## ACTIVITY
Which lines of the listing below contain the word "addColorStop"? Copy each of them.

## RECORDS PROVIDED
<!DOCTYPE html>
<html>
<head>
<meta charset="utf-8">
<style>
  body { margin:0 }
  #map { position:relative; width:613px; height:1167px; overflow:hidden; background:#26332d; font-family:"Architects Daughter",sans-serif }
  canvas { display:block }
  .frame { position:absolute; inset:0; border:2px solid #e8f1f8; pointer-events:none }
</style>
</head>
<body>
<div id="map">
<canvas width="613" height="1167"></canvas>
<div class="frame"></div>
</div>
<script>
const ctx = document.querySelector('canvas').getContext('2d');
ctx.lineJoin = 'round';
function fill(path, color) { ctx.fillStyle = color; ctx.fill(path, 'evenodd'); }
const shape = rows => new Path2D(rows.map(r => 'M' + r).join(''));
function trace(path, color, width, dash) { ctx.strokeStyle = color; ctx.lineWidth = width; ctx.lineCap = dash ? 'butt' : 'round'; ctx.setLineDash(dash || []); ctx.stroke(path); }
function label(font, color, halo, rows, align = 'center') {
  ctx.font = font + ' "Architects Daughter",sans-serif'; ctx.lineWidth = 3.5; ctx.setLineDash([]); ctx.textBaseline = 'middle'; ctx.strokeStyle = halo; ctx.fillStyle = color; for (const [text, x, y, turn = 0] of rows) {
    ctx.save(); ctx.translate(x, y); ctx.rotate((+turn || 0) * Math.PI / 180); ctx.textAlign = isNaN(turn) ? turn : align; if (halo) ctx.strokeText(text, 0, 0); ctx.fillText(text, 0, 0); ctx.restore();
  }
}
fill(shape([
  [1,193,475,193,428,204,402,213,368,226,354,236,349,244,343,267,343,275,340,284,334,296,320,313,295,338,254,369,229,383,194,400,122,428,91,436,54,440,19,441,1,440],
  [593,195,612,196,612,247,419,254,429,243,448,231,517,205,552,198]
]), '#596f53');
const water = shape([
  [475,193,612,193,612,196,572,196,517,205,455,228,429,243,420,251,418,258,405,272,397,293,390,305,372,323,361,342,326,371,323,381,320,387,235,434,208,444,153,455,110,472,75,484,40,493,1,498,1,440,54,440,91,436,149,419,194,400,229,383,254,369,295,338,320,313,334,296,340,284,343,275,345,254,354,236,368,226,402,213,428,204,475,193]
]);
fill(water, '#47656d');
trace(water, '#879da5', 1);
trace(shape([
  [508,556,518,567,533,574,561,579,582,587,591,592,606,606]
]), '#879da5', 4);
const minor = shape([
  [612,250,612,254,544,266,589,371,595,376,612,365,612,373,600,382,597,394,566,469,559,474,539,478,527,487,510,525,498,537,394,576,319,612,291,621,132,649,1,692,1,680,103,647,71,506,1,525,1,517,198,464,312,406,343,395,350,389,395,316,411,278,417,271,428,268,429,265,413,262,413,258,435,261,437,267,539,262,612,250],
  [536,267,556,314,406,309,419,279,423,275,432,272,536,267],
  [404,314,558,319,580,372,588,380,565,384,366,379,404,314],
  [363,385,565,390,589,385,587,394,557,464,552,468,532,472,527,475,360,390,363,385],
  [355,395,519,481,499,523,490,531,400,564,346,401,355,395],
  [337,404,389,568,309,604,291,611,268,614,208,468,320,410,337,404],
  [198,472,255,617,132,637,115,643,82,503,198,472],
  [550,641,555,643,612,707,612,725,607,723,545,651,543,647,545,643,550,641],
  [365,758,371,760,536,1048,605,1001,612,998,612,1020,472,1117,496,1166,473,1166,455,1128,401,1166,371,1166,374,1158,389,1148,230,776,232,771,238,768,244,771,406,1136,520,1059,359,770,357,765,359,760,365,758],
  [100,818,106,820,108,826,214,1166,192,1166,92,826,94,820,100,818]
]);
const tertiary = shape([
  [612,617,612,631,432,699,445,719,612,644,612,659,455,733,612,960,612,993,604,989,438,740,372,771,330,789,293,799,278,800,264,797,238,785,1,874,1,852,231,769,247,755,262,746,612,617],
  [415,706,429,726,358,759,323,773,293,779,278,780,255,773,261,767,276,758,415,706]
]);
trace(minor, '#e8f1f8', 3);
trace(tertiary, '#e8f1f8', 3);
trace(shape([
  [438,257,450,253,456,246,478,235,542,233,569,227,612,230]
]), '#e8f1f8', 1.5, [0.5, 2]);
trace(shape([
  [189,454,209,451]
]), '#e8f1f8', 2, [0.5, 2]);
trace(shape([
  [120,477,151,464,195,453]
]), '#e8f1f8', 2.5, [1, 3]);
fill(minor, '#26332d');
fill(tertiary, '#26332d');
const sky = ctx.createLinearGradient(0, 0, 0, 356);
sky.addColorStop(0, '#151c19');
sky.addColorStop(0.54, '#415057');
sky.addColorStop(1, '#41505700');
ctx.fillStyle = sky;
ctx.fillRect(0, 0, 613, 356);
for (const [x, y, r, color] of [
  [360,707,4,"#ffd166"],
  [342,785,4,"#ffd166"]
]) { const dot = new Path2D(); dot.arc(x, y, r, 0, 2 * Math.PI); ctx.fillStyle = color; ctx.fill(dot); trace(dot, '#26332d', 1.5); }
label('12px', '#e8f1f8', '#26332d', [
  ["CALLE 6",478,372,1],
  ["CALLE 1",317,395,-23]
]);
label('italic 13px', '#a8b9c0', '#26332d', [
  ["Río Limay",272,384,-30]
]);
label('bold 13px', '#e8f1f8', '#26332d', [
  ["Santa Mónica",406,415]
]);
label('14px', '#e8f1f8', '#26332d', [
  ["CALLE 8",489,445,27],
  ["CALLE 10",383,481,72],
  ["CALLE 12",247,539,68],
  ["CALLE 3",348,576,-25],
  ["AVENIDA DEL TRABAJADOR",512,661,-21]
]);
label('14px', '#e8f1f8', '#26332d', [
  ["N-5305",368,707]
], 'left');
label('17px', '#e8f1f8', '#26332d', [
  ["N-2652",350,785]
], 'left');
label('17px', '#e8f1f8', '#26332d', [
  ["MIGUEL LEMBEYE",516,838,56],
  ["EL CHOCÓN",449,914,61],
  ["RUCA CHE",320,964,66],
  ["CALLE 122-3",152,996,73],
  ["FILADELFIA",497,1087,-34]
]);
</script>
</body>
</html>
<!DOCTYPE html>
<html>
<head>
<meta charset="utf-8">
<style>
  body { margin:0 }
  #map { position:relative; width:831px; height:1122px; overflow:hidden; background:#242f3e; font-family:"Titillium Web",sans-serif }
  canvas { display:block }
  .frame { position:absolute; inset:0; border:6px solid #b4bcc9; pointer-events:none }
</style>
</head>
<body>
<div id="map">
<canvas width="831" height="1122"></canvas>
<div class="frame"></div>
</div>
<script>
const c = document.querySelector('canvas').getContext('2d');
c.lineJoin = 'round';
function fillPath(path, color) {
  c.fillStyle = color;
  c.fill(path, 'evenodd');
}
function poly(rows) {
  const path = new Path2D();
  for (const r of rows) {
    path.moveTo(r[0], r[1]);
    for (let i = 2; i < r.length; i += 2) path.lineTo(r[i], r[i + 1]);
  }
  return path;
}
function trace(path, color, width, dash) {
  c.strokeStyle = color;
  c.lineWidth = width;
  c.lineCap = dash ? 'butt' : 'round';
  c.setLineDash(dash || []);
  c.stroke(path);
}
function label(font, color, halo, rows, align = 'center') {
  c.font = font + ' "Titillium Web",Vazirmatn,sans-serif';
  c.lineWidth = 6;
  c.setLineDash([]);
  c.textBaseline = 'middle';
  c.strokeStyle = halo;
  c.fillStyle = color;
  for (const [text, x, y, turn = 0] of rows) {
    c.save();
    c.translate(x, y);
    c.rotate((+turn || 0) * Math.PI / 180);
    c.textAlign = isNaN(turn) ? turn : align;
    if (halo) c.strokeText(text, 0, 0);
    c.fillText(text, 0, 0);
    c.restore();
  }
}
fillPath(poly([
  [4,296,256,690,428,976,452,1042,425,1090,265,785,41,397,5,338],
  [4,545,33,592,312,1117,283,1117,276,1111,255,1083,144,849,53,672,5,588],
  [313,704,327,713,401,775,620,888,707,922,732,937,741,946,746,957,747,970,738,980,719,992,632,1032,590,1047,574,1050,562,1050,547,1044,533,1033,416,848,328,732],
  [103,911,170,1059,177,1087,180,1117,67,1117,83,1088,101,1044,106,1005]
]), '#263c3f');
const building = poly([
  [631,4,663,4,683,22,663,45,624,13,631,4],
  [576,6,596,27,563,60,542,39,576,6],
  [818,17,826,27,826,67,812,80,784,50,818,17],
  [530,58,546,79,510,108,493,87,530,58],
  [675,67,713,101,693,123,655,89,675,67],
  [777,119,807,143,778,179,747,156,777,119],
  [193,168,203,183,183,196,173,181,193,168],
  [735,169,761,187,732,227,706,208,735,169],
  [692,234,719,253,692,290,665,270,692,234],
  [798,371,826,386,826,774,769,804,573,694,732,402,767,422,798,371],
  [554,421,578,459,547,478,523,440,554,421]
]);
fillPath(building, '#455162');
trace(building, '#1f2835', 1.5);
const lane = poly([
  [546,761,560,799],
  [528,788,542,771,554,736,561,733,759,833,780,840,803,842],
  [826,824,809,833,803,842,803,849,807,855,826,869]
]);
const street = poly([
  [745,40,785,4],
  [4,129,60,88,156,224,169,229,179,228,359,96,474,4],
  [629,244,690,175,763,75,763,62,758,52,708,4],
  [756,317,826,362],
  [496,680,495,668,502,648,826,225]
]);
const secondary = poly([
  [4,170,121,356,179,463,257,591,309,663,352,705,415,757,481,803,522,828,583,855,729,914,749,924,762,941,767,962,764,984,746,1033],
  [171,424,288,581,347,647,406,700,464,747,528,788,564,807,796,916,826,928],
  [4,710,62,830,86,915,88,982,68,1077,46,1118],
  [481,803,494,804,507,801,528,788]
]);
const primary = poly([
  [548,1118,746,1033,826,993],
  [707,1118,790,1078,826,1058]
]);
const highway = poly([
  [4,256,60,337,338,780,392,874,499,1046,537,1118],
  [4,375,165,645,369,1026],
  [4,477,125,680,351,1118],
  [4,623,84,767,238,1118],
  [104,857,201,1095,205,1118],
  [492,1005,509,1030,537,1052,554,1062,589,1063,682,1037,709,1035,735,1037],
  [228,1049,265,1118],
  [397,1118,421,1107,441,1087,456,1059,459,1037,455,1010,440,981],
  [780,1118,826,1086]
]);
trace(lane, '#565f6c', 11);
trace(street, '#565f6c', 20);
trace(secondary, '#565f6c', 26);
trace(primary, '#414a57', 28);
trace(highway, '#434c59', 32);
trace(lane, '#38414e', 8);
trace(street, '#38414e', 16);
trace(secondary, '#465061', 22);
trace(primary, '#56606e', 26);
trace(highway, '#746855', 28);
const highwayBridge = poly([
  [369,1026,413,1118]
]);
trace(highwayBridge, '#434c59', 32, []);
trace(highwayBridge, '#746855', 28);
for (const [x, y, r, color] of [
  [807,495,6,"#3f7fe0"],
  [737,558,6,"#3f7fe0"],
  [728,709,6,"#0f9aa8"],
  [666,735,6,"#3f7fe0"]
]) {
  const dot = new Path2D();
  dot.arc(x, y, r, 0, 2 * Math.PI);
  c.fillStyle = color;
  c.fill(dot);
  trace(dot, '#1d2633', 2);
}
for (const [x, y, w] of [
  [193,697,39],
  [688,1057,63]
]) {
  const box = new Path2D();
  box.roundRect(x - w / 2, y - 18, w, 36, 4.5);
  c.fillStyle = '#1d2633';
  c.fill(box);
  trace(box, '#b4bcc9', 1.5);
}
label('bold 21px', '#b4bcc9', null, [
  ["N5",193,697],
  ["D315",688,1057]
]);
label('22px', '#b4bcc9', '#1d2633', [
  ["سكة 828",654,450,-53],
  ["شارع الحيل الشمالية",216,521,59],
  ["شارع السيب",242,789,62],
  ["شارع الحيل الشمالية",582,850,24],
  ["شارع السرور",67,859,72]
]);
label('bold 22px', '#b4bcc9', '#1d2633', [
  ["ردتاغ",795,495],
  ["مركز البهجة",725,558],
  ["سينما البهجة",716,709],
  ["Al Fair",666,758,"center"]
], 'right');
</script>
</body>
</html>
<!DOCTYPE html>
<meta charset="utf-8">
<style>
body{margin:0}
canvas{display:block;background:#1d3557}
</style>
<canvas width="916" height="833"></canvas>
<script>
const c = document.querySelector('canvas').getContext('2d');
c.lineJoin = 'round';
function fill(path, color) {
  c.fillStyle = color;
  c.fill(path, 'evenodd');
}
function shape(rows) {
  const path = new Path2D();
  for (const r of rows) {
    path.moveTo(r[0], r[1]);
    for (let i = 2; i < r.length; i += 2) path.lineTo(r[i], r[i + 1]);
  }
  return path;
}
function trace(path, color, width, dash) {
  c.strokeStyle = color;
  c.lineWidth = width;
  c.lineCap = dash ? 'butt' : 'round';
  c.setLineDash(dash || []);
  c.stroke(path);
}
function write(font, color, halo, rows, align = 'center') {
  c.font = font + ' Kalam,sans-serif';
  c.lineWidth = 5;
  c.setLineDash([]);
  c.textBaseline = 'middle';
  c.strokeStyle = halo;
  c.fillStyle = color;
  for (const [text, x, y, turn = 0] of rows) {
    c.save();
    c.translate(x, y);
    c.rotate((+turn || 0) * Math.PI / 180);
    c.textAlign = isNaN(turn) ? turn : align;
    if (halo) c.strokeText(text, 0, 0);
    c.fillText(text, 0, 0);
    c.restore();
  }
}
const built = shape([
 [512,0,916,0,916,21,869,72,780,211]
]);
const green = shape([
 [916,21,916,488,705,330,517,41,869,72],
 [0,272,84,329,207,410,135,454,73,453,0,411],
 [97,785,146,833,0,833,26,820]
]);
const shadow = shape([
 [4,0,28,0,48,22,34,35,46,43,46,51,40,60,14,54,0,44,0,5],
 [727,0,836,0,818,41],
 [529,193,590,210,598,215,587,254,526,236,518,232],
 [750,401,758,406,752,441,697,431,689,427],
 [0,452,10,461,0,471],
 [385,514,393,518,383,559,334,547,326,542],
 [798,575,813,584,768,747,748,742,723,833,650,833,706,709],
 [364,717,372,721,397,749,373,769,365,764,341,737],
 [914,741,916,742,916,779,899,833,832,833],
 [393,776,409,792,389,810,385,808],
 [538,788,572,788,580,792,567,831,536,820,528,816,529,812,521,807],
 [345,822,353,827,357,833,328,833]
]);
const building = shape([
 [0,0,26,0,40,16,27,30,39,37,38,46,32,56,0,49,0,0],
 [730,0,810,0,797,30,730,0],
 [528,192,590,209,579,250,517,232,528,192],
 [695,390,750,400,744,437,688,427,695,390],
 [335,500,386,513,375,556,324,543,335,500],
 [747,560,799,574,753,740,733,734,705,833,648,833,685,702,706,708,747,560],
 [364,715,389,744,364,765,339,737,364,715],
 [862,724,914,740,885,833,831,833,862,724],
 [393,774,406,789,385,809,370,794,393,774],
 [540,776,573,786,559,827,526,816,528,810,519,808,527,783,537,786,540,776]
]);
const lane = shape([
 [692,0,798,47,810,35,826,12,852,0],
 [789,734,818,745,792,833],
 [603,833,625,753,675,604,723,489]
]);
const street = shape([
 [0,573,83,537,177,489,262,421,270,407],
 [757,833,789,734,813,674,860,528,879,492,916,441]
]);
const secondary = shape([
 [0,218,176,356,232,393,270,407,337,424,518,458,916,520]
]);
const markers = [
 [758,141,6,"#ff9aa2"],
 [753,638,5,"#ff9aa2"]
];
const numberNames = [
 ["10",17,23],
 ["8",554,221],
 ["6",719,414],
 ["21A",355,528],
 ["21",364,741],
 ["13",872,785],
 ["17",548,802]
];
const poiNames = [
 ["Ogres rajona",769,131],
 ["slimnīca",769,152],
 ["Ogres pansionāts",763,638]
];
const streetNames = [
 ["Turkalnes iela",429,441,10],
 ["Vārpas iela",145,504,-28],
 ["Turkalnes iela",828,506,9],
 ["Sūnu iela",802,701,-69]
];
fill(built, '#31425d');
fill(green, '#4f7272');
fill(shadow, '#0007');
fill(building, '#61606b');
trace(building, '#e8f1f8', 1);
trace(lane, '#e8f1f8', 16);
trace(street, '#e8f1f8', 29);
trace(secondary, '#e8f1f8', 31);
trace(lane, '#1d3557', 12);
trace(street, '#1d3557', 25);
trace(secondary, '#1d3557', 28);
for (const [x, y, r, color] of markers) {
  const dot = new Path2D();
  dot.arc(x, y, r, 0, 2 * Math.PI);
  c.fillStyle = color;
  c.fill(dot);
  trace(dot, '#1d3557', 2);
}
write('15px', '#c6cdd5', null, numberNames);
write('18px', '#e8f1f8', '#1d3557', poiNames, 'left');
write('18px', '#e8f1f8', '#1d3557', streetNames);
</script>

## EXERCISE RESPONSE
sky.addColorStop(0, '#151c19');
sky.addColorStop(0.54, '#415057');
sky.addColorStop(1, '#41505700');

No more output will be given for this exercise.